++++ Data records ++++

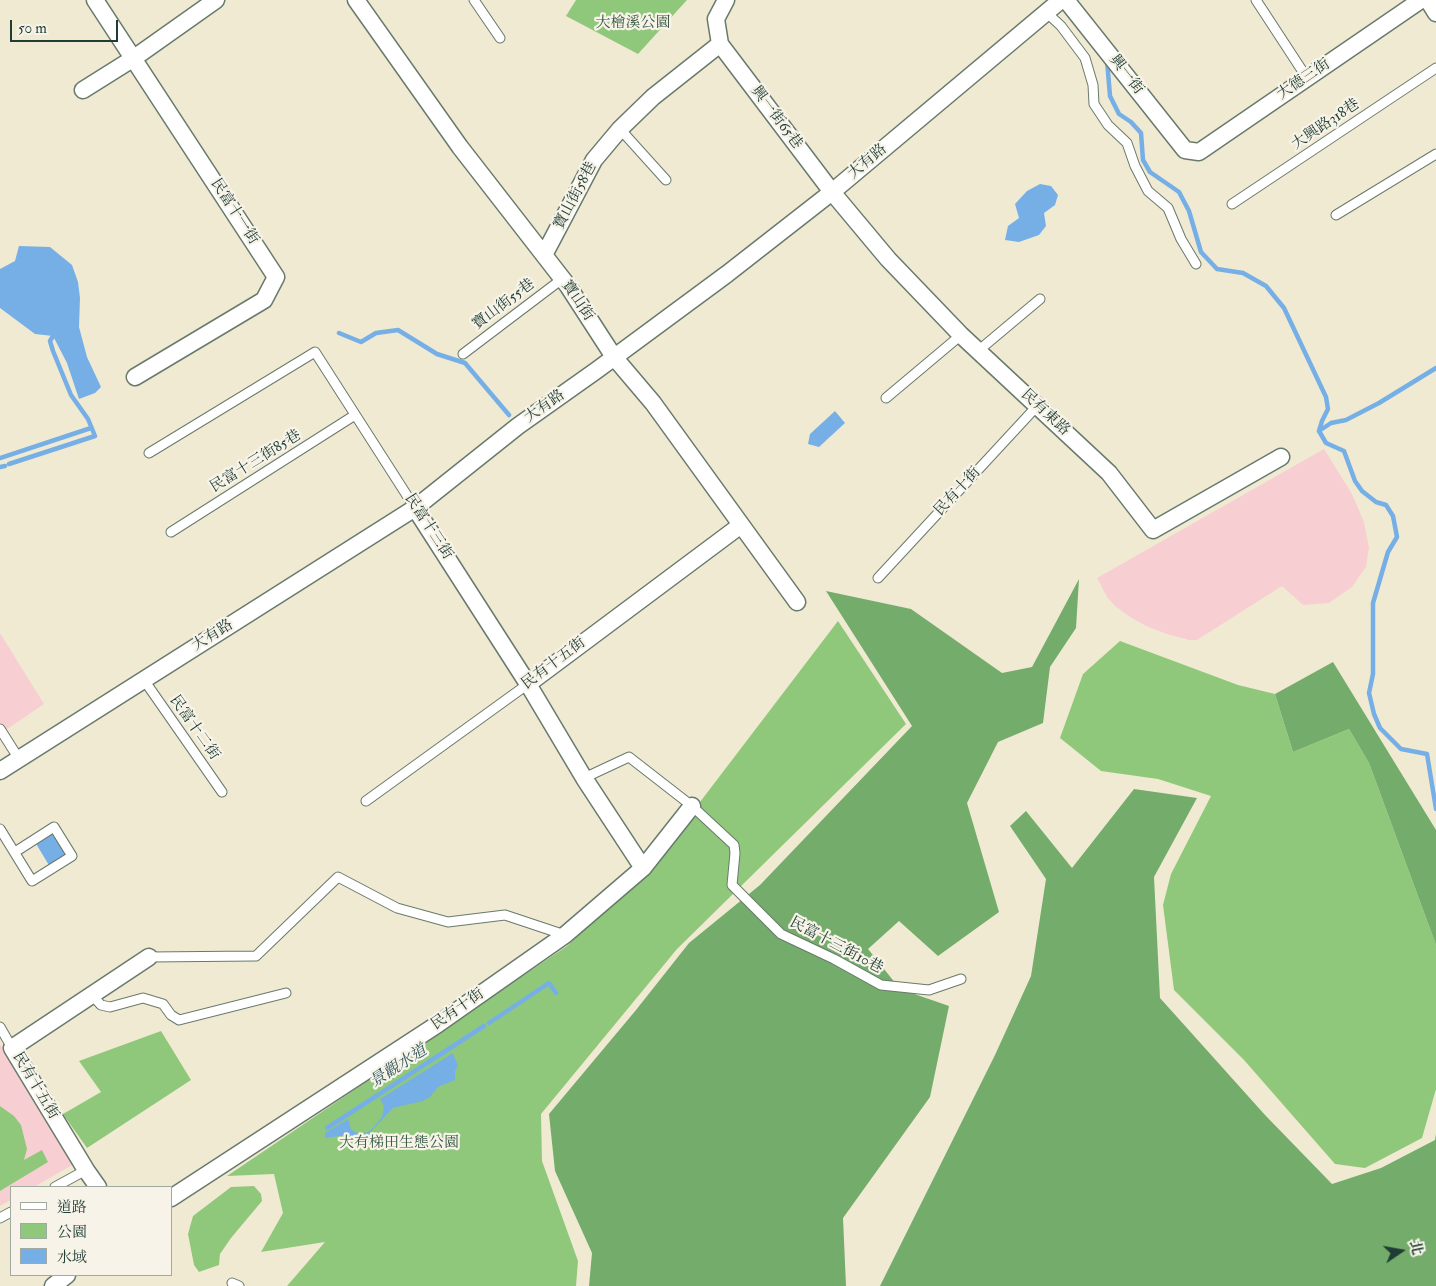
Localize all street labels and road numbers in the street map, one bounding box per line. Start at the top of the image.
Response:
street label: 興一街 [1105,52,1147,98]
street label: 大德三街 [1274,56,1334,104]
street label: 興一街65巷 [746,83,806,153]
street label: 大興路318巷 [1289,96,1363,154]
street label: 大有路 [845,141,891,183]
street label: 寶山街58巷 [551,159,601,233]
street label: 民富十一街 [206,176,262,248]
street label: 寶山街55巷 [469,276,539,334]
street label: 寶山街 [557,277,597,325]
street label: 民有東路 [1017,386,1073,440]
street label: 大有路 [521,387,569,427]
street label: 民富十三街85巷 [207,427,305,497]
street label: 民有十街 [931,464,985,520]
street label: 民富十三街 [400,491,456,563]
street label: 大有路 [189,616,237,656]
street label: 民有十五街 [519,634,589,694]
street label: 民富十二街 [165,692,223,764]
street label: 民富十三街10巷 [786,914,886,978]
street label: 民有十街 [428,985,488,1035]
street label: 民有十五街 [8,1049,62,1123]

++++

● **Work instruction**
An exact copy of every record above is needed, with all pictures left out.

● **The completed task**
Localize all street labels and road numbers in the street map, one bounding box per line. Start at the top of the image.
Response:
street label: 興一街 [1105,52,1147,98]
street label: 大德三街 [1274,56,1334,104]
street label: 興一街65巷 [746,83,806,153]
street label: 大興路318巷 [1289,96,1363,154]
street label: 大有路 [845,141,891,183]
street label: 寶山街58巷 [551,159,601,233]
street label: 民富十一街 [206,176,262,248]
street label: 寶山街55巷 [469,276,539,334]
street label: 寶山街 [557,277,597,325]
street label: 民有東路 [1017,386,1073,440]
street label: 大有路 [521,387,569,427]
street label: 民富十三街85巷 [207,427,305,497]
street label: 民有十街 [931,464,985,520]
street label: 民富十三街 [400,491,456,563]
street label: 大有路 [189,616,237,656]
street label: 民有十五街 [519,634,589,694]
street label: 民富十二街 [165,692,223,764]
street label: 民富十三街10巷 [786,914,886,978]
street label: 民有十街 [428,985,488,1035]
street label: 民有十五街 [8,1049,62,1123]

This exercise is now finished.